8. CONSEQUENTIAL LOSS
The Company shall not be liable to the Buyer for any loss of profit or contracts or other consequential loss of any kind contingent upon acts or omissions of the Company however caused. 9. DELIVERY
Although every effort will be made to fulfill delivery dates, no liability arising from delay is accepted by the Company. 10. PRICES
Prices are subject to change without notice. Any changes to current price lists will be notified at the time of ordering the items in question. 11. VAT
All prices quoted are exclusive of Value Added Tax. 12. WARRANTY AND GUARANTEE BY SIGNATORY
12.1 Where the Buyer is a limited company, in consideration of the Company granting credit to the Buyer either now or at any time in the future, the Signatory hereby warrants with the Company in his personal capacity:

(1) That the Buyer is solvent, being able to pay all its debts as they fall due;

(2) That the Signatory will notify the Company forthwith in writing if there is any reason to believe at any time that the Buyer will be unable to pay all its debts as they fall due.

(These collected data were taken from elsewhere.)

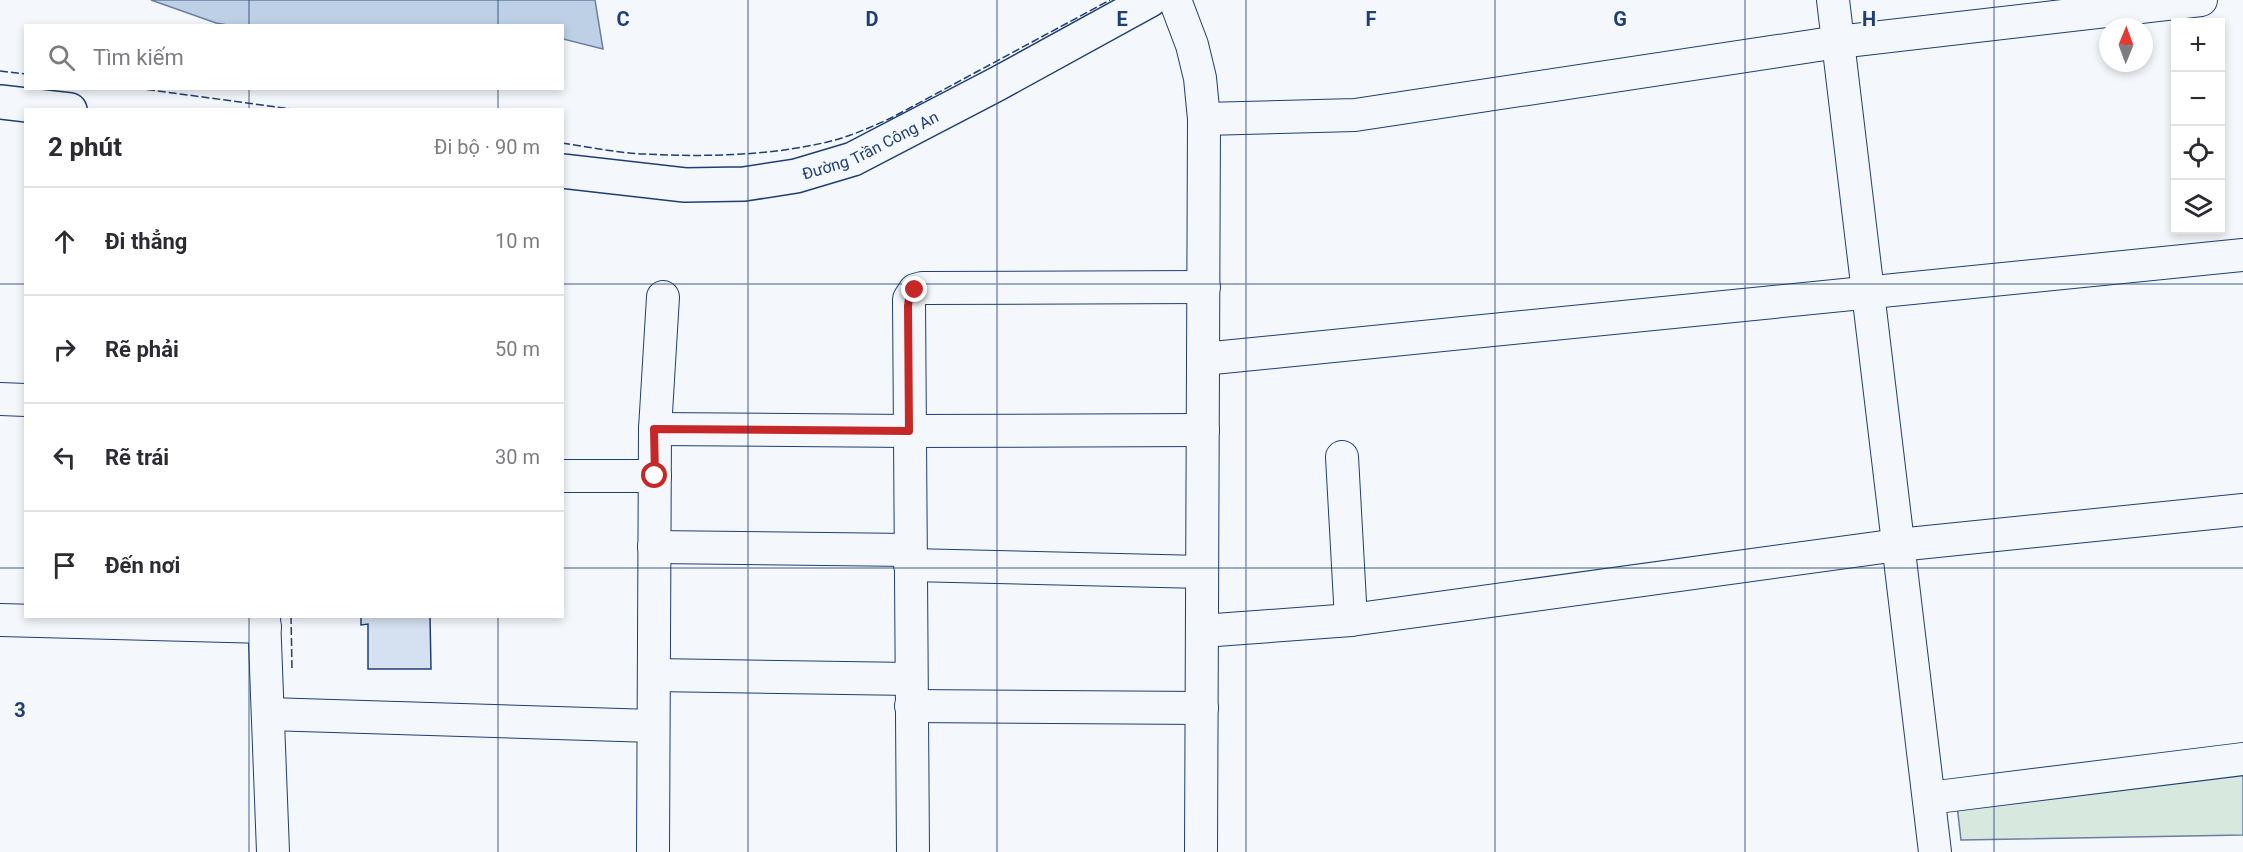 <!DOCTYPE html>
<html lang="vi">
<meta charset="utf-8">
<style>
body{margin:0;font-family:Roboto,sans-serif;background:#f2f2f3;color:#2b2b33}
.controls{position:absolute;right:18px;top:18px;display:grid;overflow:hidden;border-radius:0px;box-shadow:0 3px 9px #0003}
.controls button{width:54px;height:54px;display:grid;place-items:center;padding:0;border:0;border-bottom:2px solid #e1e1e2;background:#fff;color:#2b2b33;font:30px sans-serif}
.compass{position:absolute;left:2099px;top:18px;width:54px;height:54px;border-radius:50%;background:#fff;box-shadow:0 3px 9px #0003;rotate:1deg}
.stop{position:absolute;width:18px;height:18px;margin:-14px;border:4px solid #c62828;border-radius:50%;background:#fff}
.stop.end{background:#c62828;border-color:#fff;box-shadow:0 2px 6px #0008}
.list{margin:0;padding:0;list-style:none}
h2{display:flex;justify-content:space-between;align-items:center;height:78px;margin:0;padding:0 24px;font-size:26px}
h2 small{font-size:20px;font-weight:400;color:#7c7c81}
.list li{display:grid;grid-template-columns:39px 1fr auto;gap:18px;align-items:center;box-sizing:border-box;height:108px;padding:0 24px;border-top:2px solid #e1e1e2}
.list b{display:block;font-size:22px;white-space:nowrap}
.list em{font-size:20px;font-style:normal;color:#7c7c81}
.icon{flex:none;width:33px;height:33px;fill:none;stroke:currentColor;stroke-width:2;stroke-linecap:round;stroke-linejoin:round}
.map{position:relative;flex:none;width:2243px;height:852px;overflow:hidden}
.search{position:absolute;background:#fff;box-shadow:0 3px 9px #0003;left:24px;top:24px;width:540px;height:66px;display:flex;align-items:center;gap:15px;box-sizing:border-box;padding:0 21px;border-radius:0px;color:#7c7c81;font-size:22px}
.panel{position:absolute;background:#fff;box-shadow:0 3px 9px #0003;left:24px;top:108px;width:540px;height:510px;border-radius:0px}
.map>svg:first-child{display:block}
</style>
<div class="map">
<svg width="2243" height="852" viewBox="0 0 2243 852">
<rect width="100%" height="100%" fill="#f4f7fb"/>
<path fill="#d7e8df" stroke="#687fa3" stroke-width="1.5" d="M2243,772V835L1961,840L1957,805Z"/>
<path fill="#bed0e5" stroke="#687fa3" stroke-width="1.5" d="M151,0H595L603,49L563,39L562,26L228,25L216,23Z"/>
<path fill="#d5e0f0" stroke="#1d3f73" stroke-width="1.5" d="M361,616H430L431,669H368V624L361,625Z"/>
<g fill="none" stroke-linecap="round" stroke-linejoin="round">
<defs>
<g id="street">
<path d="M1175,0L1192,45L1200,78L1204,119L1201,852"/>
<path d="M1833,0L1935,852"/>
<path d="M1204,119L1355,115L1838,42L2201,0"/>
<path d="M1203,359L2243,255"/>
<path d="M0,399L26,400"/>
<path d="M655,429L909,431L1203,430"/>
<path d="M1342,457L1351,620"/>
<path d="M562,476H655"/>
<path d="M654,547L910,550"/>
<path d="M910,565L1202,572"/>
<path d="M264,616L273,852"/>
<path d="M0,620L265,627"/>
<path d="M1202,631L1351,620L1898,545L2243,510"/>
<path d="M654,675L911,679"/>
<path d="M911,706L1202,708"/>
<path d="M268,714L653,726"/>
<path d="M1929,798L2243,759"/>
<path d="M653,852L655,429L663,297"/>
<path d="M913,852L909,299L915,290L922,288L1204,287"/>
</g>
<g id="secondary">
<path d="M0,102L70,110"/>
<path id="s1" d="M562,171L685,185L744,184L796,176L853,159L997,84L1150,0"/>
</g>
</defs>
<use href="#street" stroke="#1d3f73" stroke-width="34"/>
<use href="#secondary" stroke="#1d3f73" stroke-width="36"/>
<use href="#street" stroke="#f4f7fb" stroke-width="32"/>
<use href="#secondary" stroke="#f4f7fb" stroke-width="33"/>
<g stroke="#1d3f73" stroke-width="1.5" stroke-dasharray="8 3" stroke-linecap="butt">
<path d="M0,71L26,74"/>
<path d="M136,88L299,110"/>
<path d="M562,143C590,147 617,153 644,154C702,157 766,156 823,143C847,138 869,128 891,118L1110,0"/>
<path d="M291,616L292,669"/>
</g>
</g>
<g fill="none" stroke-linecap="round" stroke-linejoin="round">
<path stroke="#c62828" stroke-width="8" d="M655,476L654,429L909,431L908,306L909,298L915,290"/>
</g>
<path fill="none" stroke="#1d3f73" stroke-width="1.5" stroke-opacity="0.55" d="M249,0V26M498,0V26M748,0V852M997,0V852M1246,0V852M1495,0V852M1745,0V852M1994,0V852M249,88V110M498,88V110M0,284H26M562,284H2243M0,568H26M562,568H2243M249,616V852M498,616V852"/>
<g text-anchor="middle" stroke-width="4.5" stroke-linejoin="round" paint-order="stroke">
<g font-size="16" fill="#1d3f73" stroke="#f4f7fb">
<text dy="6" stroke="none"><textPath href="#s1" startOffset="316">Đường Trần Công An</textPath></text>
</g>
</g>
<g font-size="20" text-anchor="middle" font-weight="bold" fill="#1d3f73" stroke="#f4f7fb" stroke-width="4.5" stroke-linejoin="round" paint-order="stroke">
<text x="623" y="26">C</text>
<text x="872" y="26">D</text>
<text x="1122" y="26">E</text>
<text x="1371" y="26">F</text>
<text x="1620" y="26">G</text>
<text x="1869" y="26">H</text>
<text x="20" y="717">3</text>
</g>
</svg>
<div class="controls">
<button>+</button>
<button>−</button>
<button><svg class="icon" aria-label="locate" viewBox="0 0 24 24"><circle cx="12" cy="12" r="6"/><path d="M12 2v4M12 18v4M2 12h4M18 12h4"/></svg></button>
<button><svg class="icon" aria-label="layers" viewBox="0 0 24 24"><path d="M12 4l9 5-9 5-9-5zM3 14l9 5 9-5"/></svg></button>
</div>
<svg class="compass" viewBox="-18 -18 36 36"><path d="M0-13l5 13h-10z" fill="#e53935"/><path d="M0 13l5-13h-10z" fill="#7c7c81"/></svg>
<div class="stop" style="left:655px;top:476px"></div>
<div class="stop end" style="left:915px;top:290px"></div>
<div class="search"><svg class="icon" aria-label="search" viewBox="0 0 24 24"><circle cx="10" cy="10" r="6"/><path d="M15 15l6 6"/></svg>Tìm kiếm</div>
<section class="panel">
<h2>2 phút<small>Đi bộ · 90 m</small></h2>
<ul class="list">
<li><svg class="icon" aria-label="ahead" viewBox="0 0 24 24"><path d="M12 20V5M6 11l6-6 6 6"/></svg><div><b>Đi thẳng</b></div><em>10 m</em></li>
<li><svg class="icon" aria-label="right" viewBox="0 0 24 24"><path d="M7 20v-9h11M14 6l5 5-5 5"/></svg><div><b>Rẽ phải</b></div><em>50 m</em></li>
<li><svg class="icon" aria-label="left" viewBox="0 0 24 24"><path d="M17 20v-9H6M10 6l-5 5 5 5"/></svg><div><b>Rẽ trái</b></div><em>30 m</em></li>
<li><svg class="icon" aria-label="arrive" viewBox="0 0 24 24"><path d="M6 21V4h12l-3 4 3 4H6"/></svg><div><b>Đến nơi</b></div></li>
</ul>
</section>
</div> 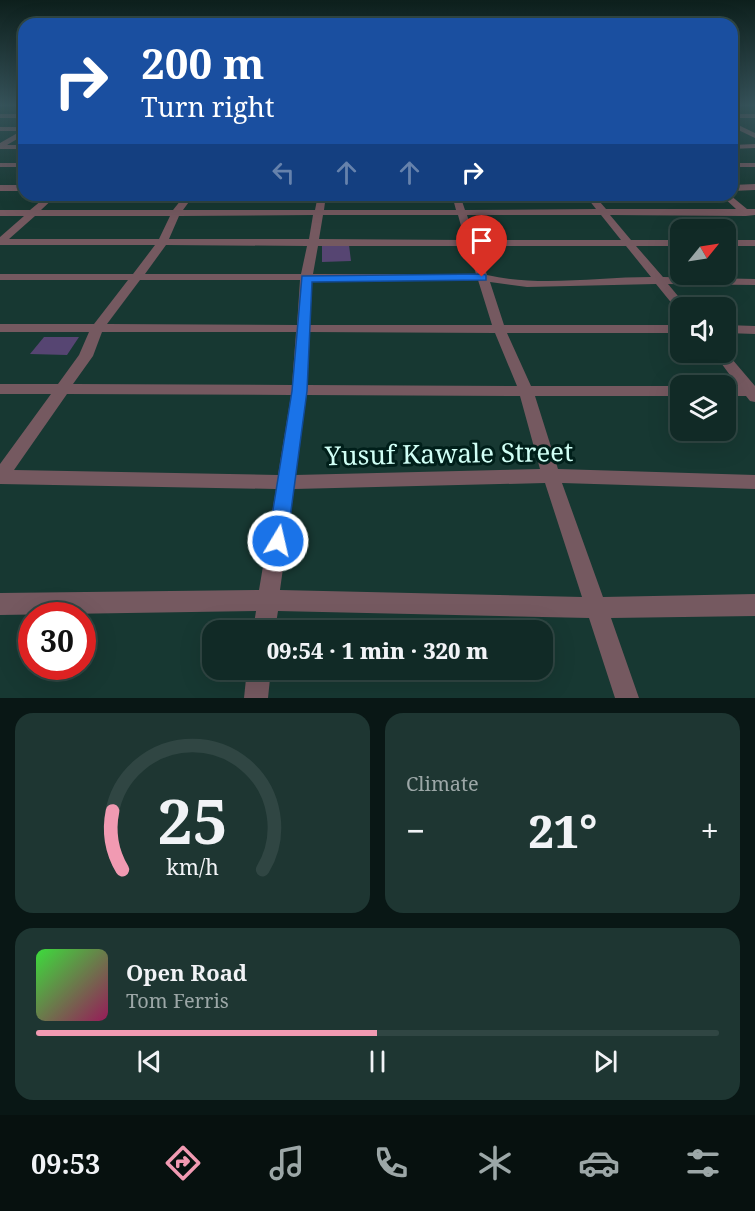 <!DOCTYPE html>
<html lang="en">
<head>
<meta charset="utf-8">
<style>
	body { margin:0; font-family:"Noto Serif",serif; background:#1e3632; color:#f1f3f6; height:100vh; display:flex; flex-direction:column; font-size:22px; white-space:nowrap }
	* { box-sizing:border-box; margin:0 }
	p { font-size:20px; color:#9ca7a7 }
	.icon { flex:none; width:33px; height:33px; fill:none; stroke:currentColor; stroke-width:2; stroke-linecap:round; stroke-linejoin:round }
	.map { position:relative; height:698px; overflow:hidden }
	.side { display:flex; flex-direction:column; gap:15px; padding:15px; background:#091715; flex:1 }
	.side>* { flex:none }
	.banner { position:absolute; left:18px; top:18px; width:720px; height:183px; border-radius:18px; box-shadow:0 6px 24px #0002,0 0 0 2px #304643; background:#1a4fa0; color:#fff; overflow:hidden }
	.needle { width:39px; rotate:60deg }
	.controls { position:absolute; left:670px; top:219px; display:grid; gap:12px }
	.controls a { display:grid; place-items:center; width:66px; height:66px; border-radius:12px; background:#112a26; box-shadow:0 6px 24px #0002,0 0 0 2px #304643; font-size:30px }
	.speed { position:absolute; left:18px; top:602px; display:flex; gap:12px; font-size:30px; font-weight:700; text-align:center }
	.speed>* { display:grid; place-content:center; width:78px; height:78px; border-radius:50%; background:#112a26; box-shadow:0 6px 24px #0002,0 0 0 2px #304643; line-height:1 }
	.speed .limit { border:9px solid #d22; background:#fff; color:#111 }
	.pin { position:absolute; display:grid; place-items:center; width:51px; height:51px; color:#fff; margin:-62px -26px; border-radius:50% 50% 50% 0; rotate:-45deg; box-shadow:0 0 6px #0007 }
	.pin .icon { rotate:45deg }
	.me { position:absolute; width:66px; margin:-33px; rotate:9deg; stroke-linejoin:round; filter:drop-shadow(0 0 4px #0008) }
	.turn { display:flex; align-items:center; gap:21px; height:126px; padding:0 24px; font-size:27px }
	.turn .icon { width:78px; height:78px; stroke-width:2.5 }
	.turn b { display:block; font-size:42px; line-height:51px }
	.lanes { display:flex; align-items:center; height:57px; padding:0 24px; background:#0003; justify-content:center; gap:30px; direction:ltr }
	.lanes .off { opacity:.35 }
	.big { font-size:45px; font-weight:800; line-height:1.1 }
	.side .tile { flex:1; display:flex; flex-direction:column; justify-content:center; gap:9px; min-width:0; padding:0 21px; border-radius:18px; background:#1e3632 }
	.side .dial { align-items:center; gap:0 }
	.dial svg { height:156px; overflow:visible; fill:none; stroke:#304643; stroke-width:7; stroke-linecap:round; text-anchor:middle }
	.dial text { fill:#f1f3f6; stroke:none }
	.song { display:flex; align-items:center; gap:18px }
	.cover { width:72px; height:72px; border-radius:9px; background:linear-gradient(135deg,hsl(120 70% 55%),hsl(330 70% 35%)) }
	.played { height:6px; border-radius:3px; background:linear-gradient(90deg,#f19ab2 50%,#304643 50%) }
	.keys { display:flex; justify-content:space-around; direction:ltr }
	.heat { display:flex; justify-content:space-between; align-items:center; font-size:33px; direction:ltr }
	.side .tiles { flex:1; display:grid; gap:15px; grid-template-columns:1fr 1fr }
	.tile:last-child { grid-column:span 2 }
	.trip { position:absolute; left:202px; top:620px; width:351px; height:60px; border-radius:18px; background:#112a26; box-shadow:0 6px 24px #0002,0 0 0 2px #304643; font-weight:800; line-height:60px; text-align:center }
	.menu { display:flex; height:96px; justify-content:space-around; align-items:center; background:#07110f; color:#9ca7a7 }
	.menu .icon { width:42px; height:42px }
	.menu .active { color:#f19ab2 }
	.menu b { font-size:27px; color:#f1f3f6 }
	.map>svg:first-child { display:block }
</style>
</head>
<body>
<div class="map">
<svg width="755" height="698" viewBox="0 0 755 698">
	<rect width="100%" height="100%" fill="#173832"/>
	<g fill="#564572">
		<polygon points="349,245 351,261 322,262 322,246"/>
		<polygon points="44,337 79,337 67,355 30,354"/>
	</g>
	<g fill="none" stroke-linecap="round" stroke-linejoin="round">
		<g fill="#755960" fill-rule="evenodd">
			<rect x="0" y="114" width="24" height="4"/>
			<rect x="732" y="114" width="23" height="4"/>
			<polygon points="732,122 755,133 755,138 732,127"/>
			<polygon points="0,127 24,127 24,135 7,145 24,145 24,149 0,149 0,143 21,131 0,131"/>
			<polygon points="755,144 755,148 732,149 732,145"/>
			<rect x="0" y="163" width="24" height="4"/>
			<rect x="732" y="163" width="23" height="4"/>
			<polygon points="755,184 755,190 732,191 732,185"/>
			<rect x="0" y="185" width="24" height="6"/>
			<path d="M48 195H57L41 210H173L185 195H194L183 210H315L318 195H326L324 210H456L452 195H460L465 210 596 209 585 195H594L606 209H736L721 195H730L747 209H755V215L746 216 610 215 631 240H681V246H636L663 277 755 279V285L668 284 688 308H681V311H678L656 284 527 287 490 282 504 325H681V333H507L531 386H681V396H535L558 469 755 475V489L562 483 603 597 755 594V616L611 618 639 698H615L589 618 278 611 275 630H253L256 611 0 615V593L259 590 276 489 0 484V464L51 394H0V384H58L79 355 89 332H0V324H94L128 280H0V274H133L155 245H0V237L24 216H0V210H30ZM313 215 309 239H169L179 216ZM323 215H458L465 240 319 239ZM467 215H601L621 240H475ZM35 216H170L159 239H9ZM166 245 307 246 301 274H145ZM318 246H467L476 274H313ZM478 246H626L651 277C597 277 540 287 487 275ZM140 280H300L297 325 107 324ZM312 280H478L492 325H310ZM102 332H296L292 385 73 384 93 356ZM309 332 495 333 517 386 307 385ZM67 394 291 395 278 475 14 470ZM306 395 520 396 540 469 295 475ZM545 483 582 597 280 590 294 489Z"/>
			<rect x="726" y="240" width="29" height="6"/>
			<polygon points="726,325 755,326 755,334 726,333"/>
			<polygon points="713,352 726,352 755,386 755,402 750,401 746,396 726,396 726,386 738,386"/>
			<polygon points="247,669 271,669 268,698 244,698"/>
		</g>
	</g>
	<linearGradient id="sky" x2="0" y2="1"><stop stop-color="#0d1f1c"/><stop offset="0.52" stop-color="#36535a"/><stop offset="1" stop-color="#36535a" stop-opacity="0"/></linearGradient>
	<rect width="755" height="202" fill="url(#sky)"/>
	<polygon fill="#1a73e8" stroke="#114b97" stroke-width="1.5" points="482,274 486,275 486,280 312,282 307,391 287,541 284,547 278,550 271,547 268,541 292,391 302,276"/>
	<g text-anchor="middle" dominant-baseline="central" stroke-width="6" stroke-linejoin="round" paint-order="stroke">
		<g font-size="26" fill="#d0fff5" stroke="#001f1a">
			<text transform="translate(449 453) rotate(-1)">Yusuf Kawale Street</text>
		</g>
	</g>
</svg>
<div class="controls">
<a><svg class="needle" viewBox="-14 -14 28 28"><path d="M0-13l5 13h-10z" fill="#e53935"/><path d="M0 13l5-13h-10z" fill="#9ca7a7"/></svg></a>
<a><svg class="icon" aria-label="sound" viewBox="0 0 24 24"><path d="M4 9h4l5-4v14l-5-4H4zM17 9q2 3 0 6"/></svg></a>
<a><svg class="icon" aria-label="layers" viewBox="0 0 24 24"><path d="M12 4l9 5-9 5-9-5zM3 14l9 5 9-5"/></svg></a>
</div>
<div class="speed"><div class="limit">30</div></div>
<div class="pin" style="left:482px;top:277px;background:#d93025"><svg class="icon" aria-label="arrive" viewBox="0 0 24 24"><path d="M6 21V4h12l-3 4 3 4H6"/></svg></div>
<svg class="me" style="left:278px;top:541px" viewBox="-20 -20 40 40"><circle r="17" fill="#1a73e8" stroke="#fff" stroke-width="3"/><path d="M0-11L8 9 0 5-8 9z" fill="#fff"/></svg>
<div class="trip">09:54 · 1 min · 320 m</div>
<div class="banner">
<div class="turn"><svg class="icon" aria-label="right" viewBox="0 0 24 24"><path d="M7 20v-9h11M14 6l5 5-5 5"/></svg><div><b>200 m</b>Turn right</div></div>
<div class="lanes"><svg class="icon off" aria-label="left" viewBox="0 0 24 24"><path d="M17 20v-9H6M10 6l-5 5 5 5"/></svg><svg class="icon off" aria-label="ahead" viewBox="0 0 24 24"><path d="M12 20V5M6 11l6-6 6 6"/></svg><svg class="icon off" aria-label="ahead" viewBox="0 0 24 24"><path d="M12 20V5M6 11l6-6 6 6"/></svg><svg class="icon" aria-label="right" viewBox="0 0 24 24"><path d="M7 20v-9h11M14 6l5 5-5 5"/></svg></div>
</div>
</div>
<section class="side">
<div class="tiles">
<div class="tile dial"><svg viewBox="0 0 100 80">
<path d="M14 69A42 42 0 1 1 86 69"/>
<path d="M14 69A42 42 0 0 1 9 39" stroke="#f19ab2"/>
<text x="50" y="56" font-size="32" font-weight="700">25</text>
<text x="50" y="72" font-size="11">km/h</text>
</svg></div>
<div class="tile"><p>Climate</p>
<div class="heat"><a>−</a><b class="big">21°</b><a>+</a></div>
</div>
<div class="tile">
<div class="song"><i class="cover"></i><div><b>Open Road</b><p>Tom Ferris</p></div></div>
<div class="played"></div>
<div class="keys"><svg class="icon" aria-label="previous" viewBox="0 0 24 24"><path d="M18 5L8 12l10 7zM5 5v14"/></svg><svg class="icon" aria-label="pause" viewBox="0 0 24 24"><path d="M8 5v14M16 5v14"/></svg><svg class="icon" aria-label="next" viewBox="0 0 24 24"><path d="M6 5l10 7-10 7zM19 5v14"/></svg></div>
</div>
</div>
</section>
<nav class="menu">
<b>09:53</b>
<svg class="icon active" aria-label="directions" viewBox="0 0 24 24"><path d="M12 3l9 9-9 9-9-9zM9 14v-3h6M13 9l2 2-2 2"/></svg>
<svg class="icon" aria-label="music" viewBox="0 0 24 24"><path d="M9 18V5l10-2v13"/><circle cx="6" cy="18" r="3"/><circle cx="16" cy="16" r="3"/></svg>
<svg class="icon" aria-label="phone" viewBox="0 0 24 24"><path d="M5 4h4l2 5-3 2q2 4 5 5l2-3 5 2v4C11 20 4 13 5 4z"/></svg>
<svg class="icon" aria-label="climate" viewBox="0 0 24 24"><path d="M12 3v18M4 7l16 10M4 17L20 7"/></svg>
<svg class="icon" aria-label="car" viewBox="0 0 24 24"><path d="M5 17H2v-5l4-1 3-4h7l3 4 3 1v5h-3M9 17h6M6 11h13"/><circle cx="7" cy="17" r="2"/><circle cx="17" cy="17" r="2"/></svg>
<svg class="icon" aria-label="filters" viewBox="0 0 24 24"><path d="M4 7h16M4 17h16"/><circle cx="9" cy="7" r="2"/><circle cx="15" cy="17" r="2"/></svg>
</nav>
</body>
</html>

12.2 Where the Buyer is a limited company, in consideration of the Company granting credit to the Buyer either now or at any time in the future, the Signatory as primary obligor hereby unconditionally and irrevocably guarantees to the Company, the due payment and discharge by the Buyer of all the Buyer’s present and future indebtedness to the Company.
13. WAIVER AND INDULGENCE
No failure by the Company to exercise any power given to it by these terms and conditions or to insist upon strict compliance with any obligation or condition hereof and no custom or practice of the parties at variance with these terms and conditions shall constitute a waiver of any of the Company’s rights here under either against the Buyer or against the Signatory. 14. SEVERABILITY
Any provision of these terms and conditions determined to be invalid or unenforceable shall be treated as deleted, and shall not effect any other provision, all of which shall remain in full force and effect. 15. PAYMENT
Payment is strictly by end of month following delivery for approved credit accounts. Late payment will result in credit facilities being withdrawn or suspended. For non-account customers payment with order or on delivery will be required. Interest will be charged at the Company’s discretion on all overdue accounts at the rate of 8% over the base rate of Barclays Bank plc, both before judgement and after until payment is made in full. 16. WITHDRAWAL OR SUSPENSION OF ACCOUNT
Account facilities may be withdrawn or suspended at any time without prior notice. In this event all outstanding amounts become immediately due and payable. In this event or in the event that the Buyer has exceeded their credit limit the Company is under no obligation to supply further goods and may suspend further deliveries until such time as payment is made. 17. RIGHT OF “SET OFF”
In so far as the Company has received any Goods and/or services from the Buyer which the Company has not paid for and where credit facilities of the Company are withdrawn from the Buyer the Buyer agrees that the Company may set off against sums owed to the Buyer by the Company the value of sums owed by the Buyer to the Company. This clause shall apply notwithstanding any terms and conditions of sale of the buyer that prohibit such set off.